Dataset excerpts:
_ _ _

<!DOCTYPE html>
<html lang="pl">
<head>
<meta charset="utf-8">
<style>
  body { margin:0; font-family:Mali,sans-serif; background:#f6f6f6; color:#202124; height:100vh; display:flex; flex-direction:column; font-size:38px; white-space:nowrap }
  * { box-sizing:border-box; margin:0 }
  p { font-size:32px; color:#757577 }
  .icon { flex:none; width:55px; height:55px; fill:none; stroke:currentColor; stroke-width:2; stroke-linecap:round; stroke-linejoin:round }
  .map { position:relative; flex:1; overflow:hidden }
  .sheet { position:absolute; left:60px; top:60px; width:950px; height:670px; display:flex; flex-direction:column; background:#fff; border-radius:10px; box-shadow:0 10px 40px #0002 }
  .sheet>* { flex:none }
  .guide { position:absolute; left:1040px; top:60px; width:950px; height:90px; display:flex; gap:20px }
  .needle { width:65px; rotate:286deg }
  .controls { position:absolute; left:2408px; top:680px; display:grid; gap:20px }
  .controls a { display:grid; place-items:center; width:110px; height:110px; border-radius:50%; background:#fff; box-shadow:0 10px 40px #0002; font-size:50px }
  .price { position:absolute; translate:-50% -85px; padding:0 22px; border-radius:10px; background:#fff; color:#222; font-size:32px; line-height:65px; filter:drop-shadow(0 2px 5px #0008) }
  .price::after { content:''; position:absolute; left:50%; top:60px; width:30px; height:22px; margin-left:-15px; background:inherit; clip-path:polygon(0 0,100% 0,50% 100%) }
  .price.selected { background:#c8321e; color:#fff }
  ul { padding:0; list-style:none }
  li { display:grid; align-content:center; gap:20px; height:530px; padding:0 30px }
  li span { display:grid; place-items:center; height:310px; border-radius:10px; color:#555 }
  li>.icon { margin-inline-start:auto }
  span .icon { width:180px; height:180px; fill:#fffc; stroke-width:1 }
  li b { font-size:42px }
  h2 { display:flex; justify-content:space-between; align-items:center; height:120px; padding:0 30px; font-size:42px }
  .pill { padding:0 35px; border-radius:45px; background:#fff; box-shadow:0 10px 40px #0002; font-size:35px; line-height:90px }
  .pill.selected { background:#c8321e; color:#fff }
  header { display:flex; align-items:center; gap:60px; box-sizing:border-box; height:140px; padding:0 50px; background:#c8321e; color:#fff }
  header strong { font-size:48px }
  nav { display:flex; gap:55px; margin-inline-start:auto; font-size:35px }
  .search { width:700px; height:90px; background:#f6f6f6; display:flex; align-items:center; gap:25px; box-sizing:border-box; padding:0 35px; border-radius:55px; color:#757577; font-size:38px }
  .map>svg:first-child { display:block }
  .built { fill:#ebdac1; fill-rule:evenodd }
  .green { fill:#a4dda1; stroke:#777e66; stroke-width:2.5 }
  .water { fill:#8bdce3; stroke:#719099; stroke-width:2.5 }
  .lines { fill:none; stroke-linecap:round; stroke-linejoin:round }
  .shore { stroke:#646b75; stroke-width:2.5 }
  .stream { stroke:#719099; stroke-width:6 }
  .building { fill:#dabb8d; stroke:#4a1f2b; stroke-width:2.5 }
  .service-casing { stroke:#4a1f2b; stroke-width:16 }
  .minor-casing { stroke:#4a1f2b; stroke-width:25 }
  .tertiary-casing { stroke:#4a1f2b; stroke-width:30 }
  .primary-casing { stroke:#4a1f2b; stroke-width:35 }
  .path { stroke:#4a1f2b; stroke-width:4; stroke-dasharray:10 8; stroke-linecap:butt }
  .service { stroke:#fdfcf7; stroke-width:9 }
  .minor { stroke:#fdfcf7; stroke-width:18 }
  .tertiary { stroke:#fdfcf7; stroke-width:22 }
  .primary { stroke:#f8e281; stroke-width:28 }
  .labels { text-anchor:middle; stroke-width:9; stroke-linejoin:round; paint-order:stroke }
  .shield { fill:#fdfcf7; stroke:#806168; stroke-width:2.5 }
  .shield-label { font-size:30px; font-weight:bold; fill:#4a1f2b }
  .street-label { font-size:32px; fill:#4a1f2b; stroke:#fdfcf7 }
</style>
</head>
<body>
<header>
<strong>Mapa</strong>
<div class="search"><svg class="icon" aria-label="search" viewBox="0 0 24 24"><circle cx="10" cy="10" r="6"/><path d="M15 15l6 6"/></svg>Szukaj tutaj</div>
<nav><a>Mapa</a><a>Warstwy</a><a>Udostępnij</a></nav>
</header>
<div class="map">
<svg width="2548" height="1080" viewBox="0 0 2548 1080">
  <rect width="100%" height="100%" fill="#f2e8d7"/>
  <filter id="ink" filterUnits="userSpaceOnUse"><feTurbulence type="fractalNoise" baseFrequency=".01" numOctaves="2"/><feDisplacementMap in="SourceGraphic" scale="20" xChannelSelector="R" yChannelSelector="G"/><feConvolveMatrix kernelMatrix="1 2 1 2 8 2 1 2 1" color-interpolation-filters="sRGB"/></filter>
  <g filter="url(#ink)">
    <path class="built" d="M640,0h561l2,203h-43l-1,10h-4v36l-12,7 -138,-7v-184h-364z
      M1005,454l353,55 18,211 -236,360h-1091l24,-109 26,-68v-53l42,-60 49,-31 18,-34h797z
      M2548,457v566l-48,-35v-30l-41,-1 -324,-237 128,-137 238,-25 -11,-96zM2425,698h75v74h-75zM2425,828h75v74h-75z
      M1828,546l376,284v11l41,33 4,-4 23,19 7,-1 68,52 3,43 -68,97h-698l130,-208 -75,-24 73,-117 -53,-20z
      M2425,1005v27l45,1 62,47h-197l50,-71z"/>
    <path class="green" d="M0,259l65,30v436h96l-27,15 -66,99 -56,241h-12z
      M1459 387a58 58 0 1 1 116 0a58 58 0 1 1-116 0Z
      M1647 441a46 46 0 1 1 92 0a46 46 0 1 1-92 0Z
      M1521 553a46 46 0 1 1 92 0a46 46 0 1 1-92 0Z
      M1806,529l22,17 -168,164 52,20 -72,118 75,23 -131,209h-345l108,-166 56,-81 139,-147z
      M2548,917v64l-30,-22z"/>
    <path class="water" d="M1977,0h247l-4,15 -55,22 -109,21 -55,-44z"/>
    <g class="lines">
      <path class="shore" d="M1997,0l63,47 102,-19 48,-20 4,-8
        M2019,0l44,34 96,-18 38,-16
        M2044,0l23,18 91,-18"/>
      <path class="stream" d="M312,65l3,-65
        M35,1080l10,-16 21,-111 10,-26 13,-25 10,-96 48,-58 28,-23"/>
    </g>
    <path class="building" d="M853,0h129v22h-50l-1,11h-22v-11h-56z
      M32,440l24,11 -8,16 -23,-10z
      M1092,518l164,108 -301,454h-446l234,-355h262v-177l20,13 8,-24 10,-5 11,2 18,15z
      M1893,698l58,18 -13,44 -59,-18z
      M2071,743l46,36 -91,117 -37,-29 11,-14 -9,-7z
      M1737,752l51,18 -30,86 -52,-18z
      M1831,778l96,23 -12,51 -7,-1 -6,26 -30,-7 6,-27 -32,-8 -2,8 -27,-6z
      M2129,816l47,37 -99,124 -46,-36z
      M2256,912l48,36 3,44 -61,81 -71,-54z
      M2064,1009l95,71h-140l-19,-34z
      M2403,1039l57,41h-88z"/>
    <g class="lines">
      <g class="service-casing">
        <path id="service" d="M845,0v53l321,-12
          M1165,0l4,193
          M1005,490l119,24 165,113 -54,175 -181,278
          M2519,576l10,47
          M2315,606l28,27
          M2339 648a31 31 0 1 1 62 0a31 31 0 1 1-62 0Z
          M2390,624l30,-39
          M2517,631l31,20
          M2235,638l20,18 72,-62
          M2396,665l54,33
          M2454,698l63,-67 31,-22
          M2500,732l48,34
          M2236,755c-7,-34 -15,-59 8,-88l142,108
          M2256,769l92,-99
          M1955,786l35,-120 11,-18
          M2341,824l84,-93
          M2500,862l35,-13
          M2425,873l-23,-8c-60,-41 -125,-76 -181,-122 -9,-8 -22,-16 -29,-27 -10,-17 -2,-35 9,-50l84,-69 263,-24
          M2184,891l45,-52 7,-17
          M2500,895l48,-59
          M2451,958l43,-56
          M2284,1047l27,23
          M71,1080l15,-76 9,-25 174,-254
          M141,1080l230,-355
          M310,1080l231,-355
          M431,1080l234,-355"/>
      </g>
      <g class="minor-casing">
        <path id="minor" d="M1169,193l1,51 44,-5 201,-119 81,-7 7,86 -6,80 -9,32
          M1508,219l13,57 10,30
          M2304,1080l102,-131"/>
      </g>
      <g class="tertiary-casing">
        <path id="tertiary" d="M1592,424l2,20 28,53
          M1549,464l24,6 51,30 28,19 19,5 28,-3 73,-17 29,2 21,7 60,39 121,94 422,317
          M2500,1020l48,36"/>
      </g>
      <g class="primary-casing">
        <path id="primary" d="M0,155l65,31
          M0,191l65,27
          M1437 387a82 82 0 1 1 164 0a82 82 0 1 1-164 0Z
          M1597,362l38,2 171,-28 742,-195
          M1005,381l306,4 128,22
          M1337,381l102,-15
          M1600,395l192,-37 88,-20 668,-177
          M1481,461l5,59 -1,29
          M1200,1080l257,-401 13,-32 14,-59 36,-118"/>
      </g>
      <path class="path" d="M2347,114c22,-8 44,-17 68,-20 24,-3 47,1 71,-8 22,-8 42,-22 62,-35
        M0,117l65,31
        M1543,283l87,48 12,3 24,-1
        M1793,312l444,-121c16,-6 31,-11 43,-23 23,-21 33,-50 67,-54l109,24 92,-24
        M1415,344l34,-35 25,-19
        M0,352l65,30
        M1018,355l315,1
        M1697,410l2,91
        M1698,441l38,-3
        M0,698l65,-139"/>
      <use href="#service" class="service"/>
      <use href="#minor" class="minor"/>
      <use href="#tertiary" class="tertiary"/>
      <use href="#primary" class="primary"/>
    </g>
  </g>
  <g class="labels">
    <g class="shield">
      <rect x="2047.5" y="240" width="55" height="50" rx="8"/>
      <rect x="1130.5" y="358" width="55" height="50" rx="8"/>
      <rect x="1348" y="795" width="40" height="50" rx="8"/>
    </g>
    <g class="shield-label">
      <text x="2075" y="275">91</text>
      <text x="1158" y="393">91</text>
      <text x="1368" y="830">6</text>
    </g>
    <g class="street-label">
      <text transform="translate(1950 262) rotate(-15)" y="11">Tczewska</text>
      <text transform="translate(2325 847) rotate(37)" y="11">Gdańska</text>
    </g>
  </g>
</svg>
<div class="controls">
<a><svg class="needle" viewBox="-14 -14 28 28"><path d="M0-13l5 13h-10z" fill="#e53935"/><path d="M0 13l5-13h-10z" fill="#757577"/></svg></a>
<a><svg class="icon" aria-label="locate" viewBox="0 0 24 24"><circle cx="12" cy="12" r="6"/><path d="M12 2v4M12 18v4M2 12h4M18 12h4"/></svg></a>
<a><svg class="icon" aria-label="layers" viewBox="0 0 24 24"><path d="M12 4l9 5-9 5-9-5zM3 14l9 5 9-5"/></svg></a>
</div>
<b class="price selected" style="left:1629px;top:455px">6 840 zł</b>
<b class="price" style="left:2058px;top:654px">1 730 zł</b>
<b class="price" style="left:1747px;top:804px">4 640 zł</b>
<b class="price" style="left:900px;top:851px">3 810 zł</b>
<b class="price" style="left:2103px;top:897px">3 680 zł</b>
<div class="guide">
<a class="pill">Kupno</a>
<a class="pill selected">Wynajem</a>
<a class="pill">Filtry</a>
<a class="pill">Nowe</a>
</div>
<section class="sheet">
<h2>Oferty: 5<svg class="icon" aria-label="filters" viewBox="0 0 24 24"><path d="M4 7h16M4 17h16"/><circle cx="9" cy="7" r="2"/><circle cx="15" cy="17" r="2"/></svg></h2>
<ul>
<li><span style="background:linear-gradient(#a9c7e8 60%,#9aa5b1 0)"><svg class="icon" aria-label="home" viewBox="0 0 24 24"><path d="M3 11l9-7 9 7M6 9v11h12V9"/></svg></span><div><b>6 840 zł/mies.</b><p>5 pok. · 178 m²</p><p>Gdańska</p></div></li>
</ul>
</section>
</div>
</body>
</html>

_ _ _

**TASK DETAILS**
Whenever the string "linejoin" occurs in a line of the entries above, copy that line.

**TASK ANSWER**
  .icon { flex:none; width:55px; height:55px; fill:none; stroke:currentColor; stroke-width:2; stroke-linecap:round; stroke-linejoin:round }
  .lines { fill:none; stroke-linecap:round; stroke-linejoin:round }
  .labels { text-anchor:middle; stroke-width:9; stroke-linejoin:round; paint-order:stroke }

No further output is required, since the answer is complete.